On Saturday, White House Press Secretary Sean Spicer was shopping in an Apple Store (perhaps he Twittered his old iphone into an early death???) when a woman approached him with a question. “How does it feel to work for a fascist?”, asked Shree Chauhan.  As much as I dislike Mr. Spicer, as little respect as I have for any of Trump’s closest advisors, and as much of a snarky curmudgeon as I am, I would never have done that.  It was not only rude, but it was out of place and inappropriate. I am sure Spicer was taken a bit aback and his response, if not brilliant or inspired, since he was caught off-guard, was at least respectful: “We have a great country.” But she didn’t stop there.

“Have you helped with the Russia stuff – are you a criminal as well? Have you committed treason, too, just like the president?”, persisted Ms. Chauhan.  And at this point, Spicer made his own faux pas with, “It’s such a great country that allows you to be here.” (Note Ms. Chauhan is the daughter of Indian immigrants) Again, I do not care for Spicer, and what he said was the absolute wrong thing to say, but this woman had every intention of picking a fight, of goading him, and there was really nothing he could have said that would have appeased her.  Determined to keep at it, she then asked, “What can you tell me about Russia, Mr. Secretary?”, to which Spicer politely said, “Thank you very much,” and walked away.  Determined to get the last word in, the woman yelled, “You know you work for a fascist, right?”

This behaviour only makes us all look bad, makes us all seem to be a bunch of rude, loud-mouthed jerks who have forgotten our manners. Ms. Chauhan later wrote a blog post  about the incident.  She said she was “stunned” by the press secretary’s comment, writing: “That is racism and it is an implied threat.” She admitted that she was impolite, but attempted to justify her behaviour by saying she wanted to seize the “enormous opportunity… to get answers without the protections normally given to Mr. Spicer”. While Mr. Spicer’s remark wasn’t the best thing he could have said, I’m not sure, under the circumstances, that I could have done any better, and I definitely do not see it as an ‘implied threat’.

Now, if she had any sense, she knew he could not answer the questions she asked. Sean Spicer, for all his faults, does not make policy – he is merely a mouthpiece for Trump, Bannon and the rest. Later Ms. Chauhan took to Twitter with, “I have clear feelings for the man who is a fascist’s spokesperson. Nazis weren’t stopped with niceties.”

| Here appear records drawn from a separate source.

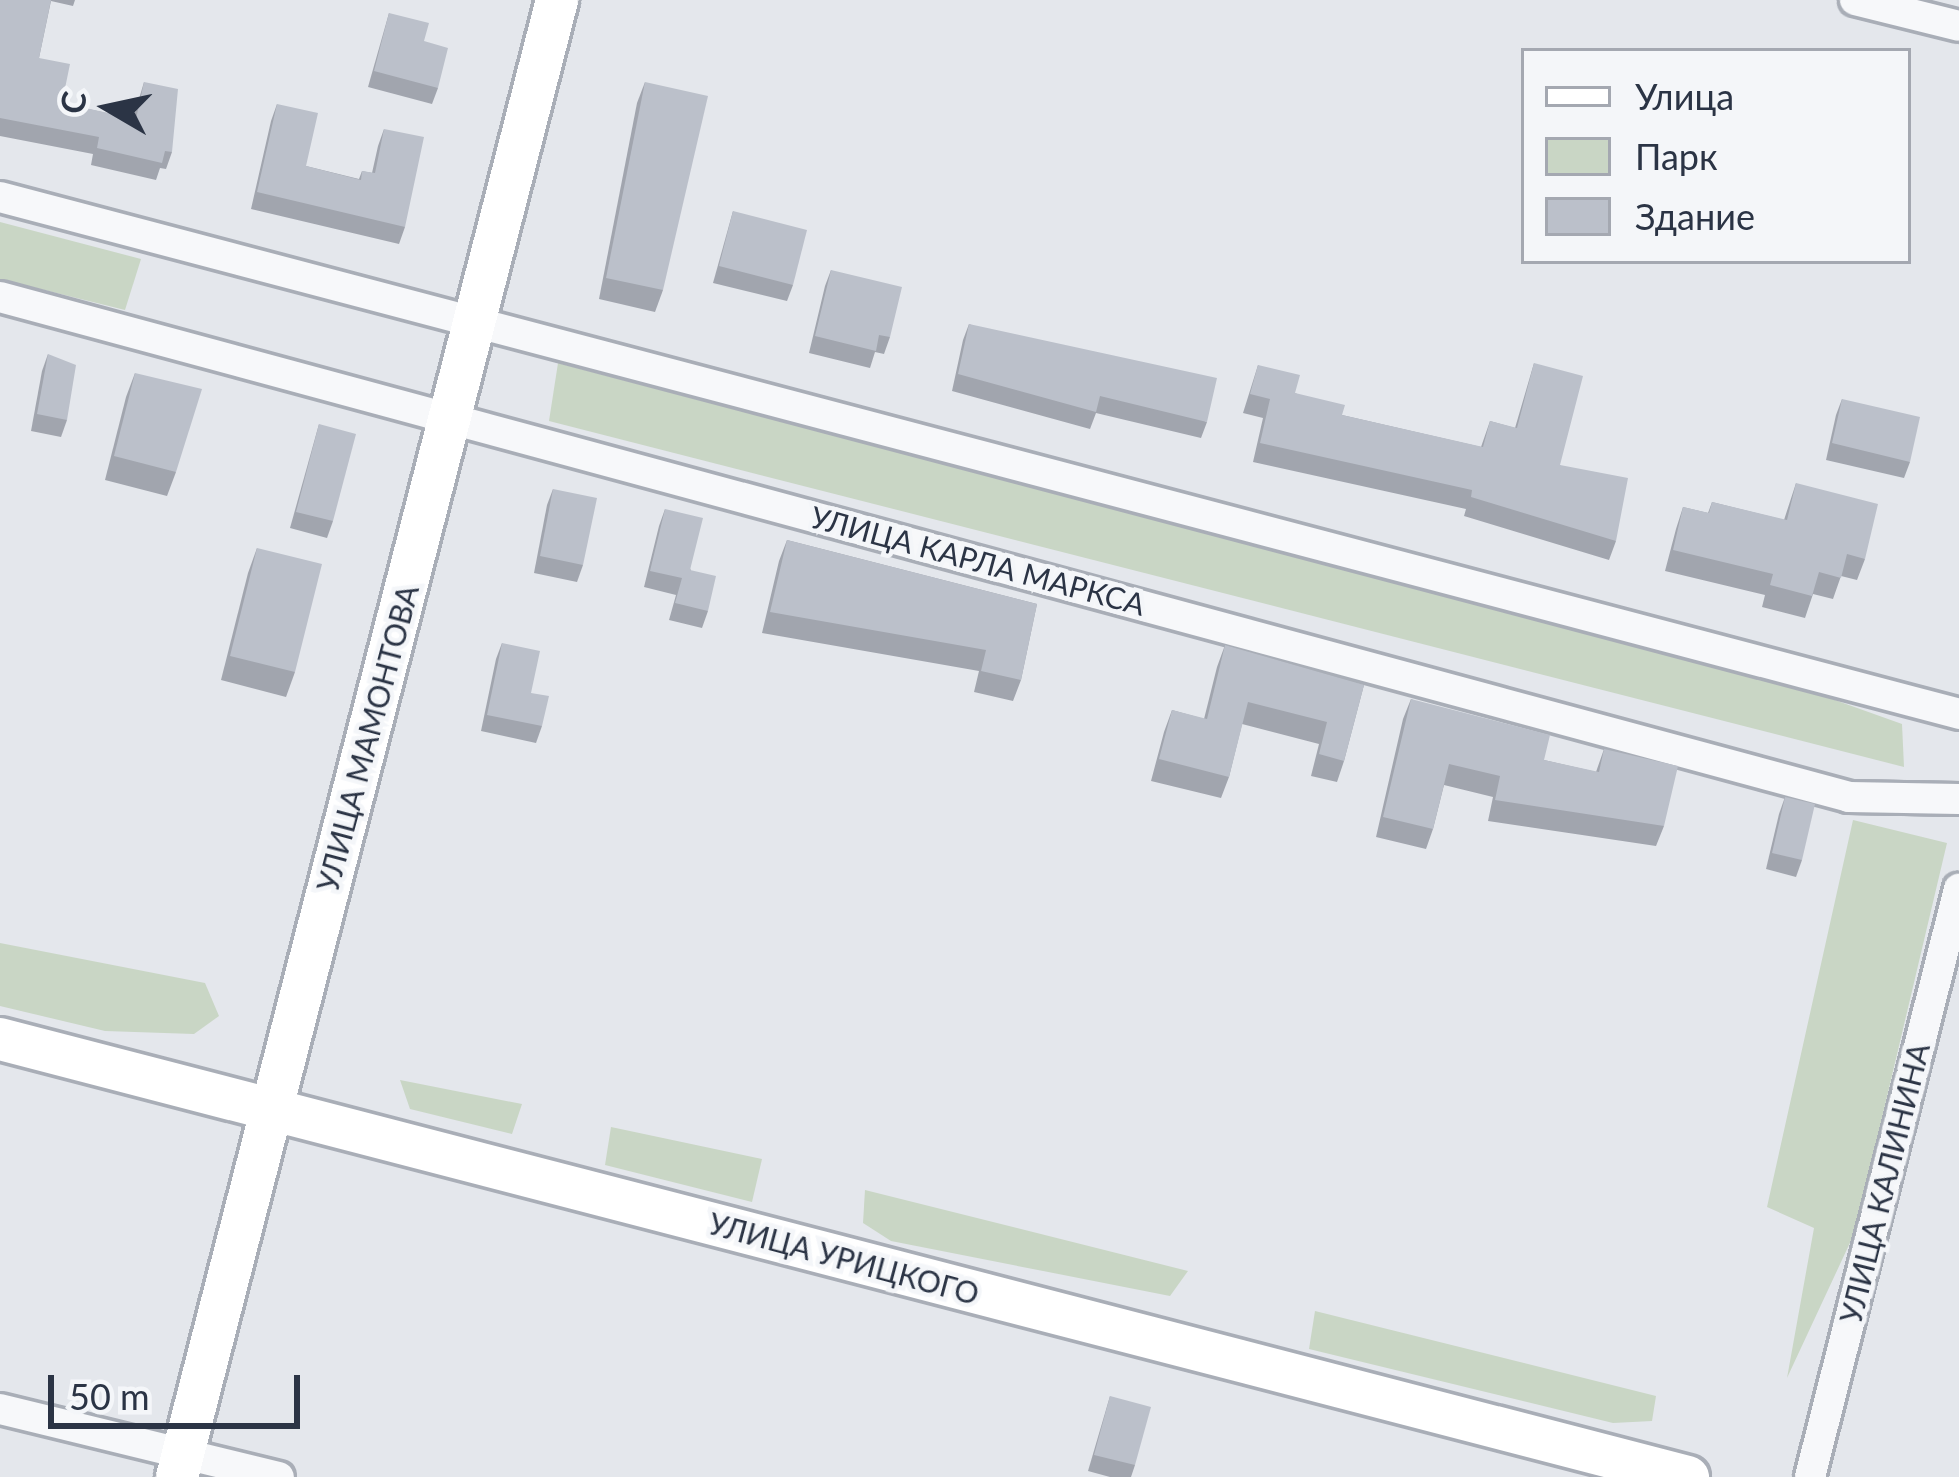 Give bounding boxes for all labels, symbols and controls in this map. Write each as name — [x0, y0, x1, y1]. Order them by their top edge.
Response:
north arrow — [48, 48, 168, 168]
legend — [1521, 48, 1911, 264]
text: Улица — [1635, 74, 1734, 118]
text: С — [51, 88, 94, 116]
text: Парк — [1635, 134, 1718, 178]
text: Здание — [1635, 194, 1755, 238]
street label: УЛИЦА КАРЛА МАРКСА — [807, 498, 1149, 622]
street label: УЛИЦА МАМОНТОВА — [309, 581, 425, 895]
street label: УЛИЦА КАЛИНИНА — [1832, 1039, 1936, 1327]
street label: УЛИЦА УРИЦКОГО — [705, 1205, 983, 1311]
scale bar — [54, 1351, 306, 1425]
text: 50 m — [69, 1374, 150, 1418] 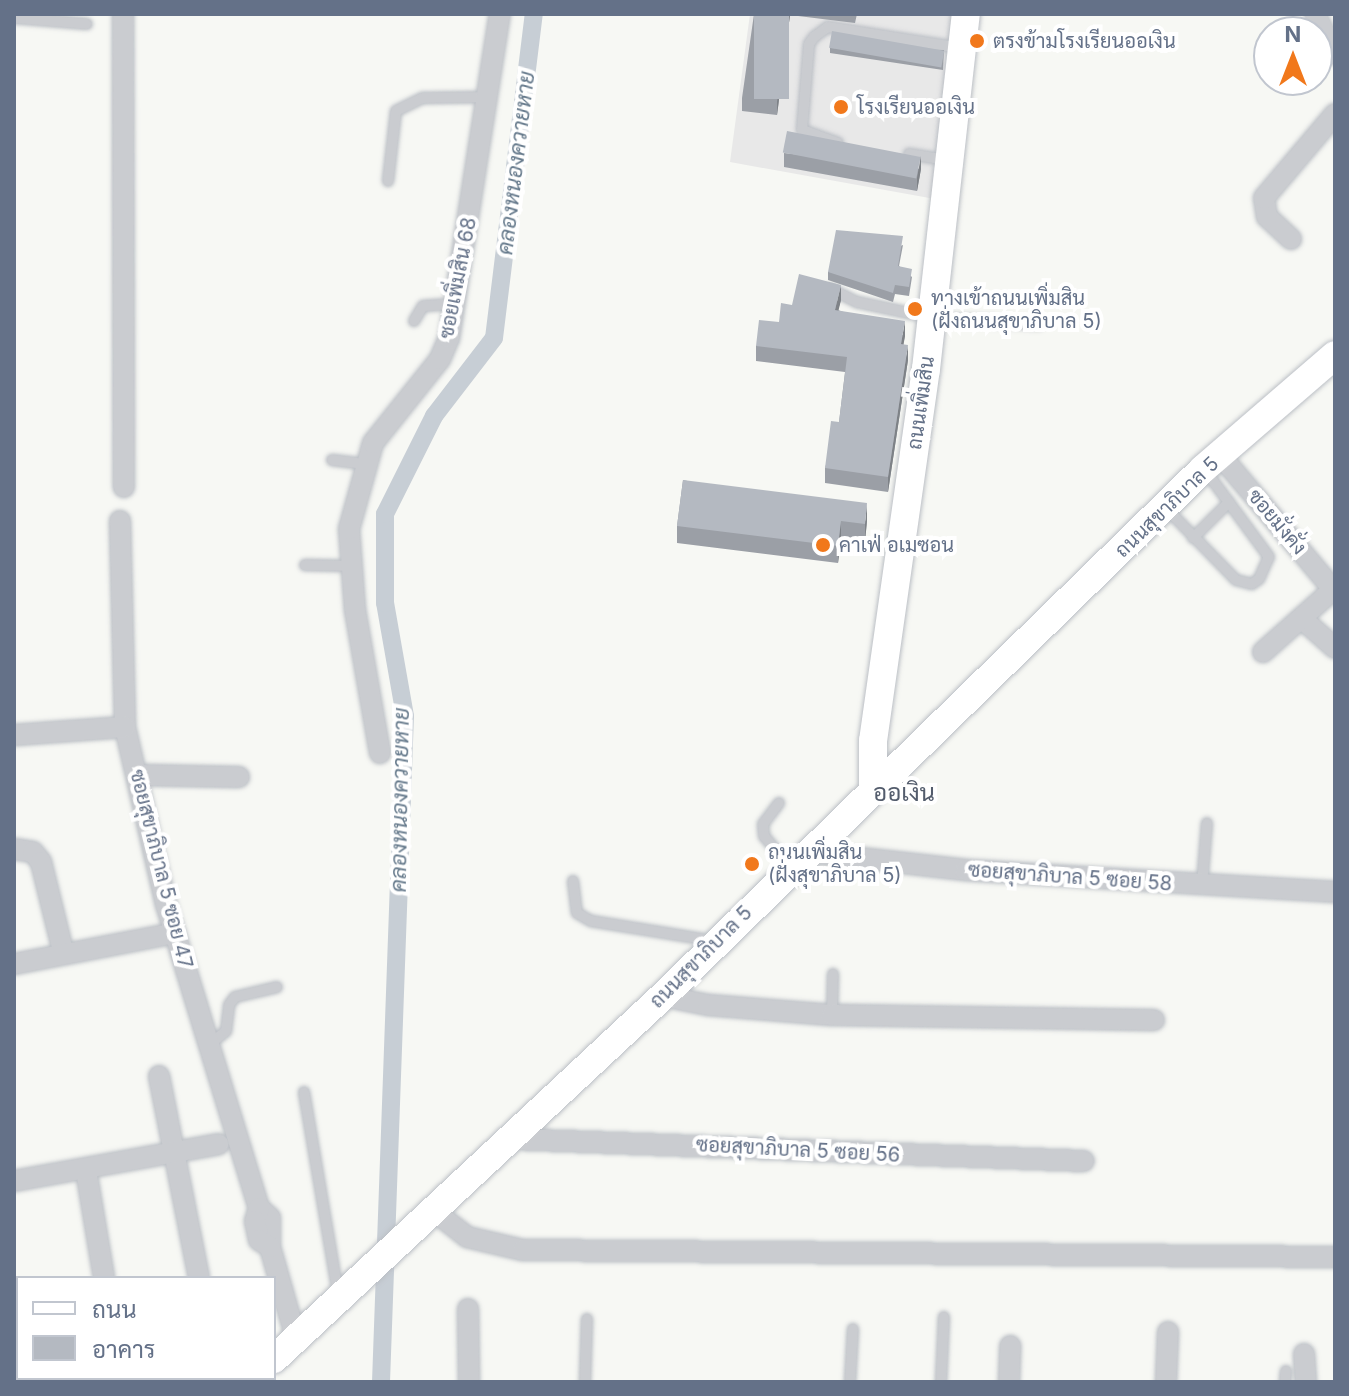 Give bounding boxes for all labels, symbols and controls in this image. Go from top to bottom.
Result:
north arrow [1253,16,1333,96]
text: N [1285,21,1301,47]
place label: ตรงข้ามโรงเรียนออเงิน [993,29,1176,53]
marker: ตรงข้ามโรงเรียนออเงิน [968,32,986,50]
water label: คลองหนองควายหาย [492,70,540,256]
place label: โรงเรียนออเงิน [857,95,975,119]
marker: โรงเรียนออเงิน [832,98,850,116]
street label: ซอยเพิ่มสิน 68 [434,215,482,341]
place label: ทางเข้าถนนเพิ่มสิน (ฝั่งถนนสุขาภิบาล 5) [931,286,1102,333]
marker: ทางเข้าถนนเพิ่มสิน (ฝั่งถนนสุขาภิบาล 5) [906,300,924,318]
street label: ถนนเพิ่มสิน [903,355,939,451]
street label: ถนนสุขาภิบาล 5 [1110,452,1224,562]
street label: ซอยมั่งคั่ง [1243,484,1311,560]
place label: คาเฟ่ อเมซอน [839,533,954,557]
marker: คาเฟ่ อเมซอน [814,536,832,554]
water label: คลองหนองควายหาย [385,707,415,893]
street label: ซอยสุขาภิบาล 5 ซอย 47 [125,767,197,971]
district label: ออเงิน [873,779,935,807]
place label: ถนนเพิ่มสิน (ฝั่งสุขาภิบาล 5) [768,840,902,887]
marker: ถนนเพิ่มสิน (ฝั่งสุขาภิบาล 5) [743,855,761,873]
street label: ซอยสุขาภิบาล 5 ซอย 58 [967,858,1173,896]
street label: ถนนสุขาภิบาล 5 [645,901,757,1013]
street label: ซอยสุขาภิบาล 5 ซอย 56 [695,1133,901,1167]
legend [16,1276,276,1380]
text: ถนน [92,1295,137,1324]
text: อาคาร [92,1335,155,1364]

Some will say that, with all the hate and vitriol spewed from members of the Trump administration, and all the hate that Trump & Co. have unleashed in this country, Ms. Chauhan’s behaviour was rather mild, and she was, after all, well within her 1st Amendment right to freedom of speech.  And I would agree with both BUT … just because one has a right to do something does not necessarily make it the right thing to do. It is not helpful, it shows a maturity and intellectual level on a par with that of Kellyanne Conway, and it is important, if resistance against Trump’s policies is to be taken seriously, if we are to be respected, we must act in a respectable manner.  Ms. Chauhan failed to do that. The only thing she accomplished was to make herself look like a fool.

Rudeness is, in my book, intolerable.  Ms. Chauhan’s behaviour was sinking to a low that is redolent of the behaviour of so many Trump supporters … she did nothing more than lower herself to their level. Although politicians are always on public display, and it is the nature of the beast that they will have no privacy in public places, they should have the right to have personal time free of public harassment.  Your thoughts on this???

38 thoughts on “Filosofa’s Thoughts On Rudeness …

    • I think it was Michelle Obama who said, when Trump was visciously attacking the President during the campaign, “When they go low, we go high”. I like that philosophy. I once had a professor who gave me a piece of advice I have never forgotten. He said when everybody is yelling, you lower your voice, because then they have to shut up in order to hear you. 🙂

      Liked by 1 person

  1. Jill, this is a terrific post. I agree that with your assessments. As you know, I send out a weekly email that includes members of the legislature and my representatives in DC. When I sent one on the need to be civil with our discourse, one person sent back a note with the word “Nonsense” on it. I chose not to respond, but the person was either mad because I was highlighting poor behaviors from our leaders or because I was saying people who disagree with leaders need to be civil.

    If we are not civil and resort to name-calling or labeling, we are doing exactly what we should not be doing. Those who do this are shouting in the wind. Civil protesting is more than fine. Data based arguments are more than fine. But destruction of property and verbally or physically attacking someone is not.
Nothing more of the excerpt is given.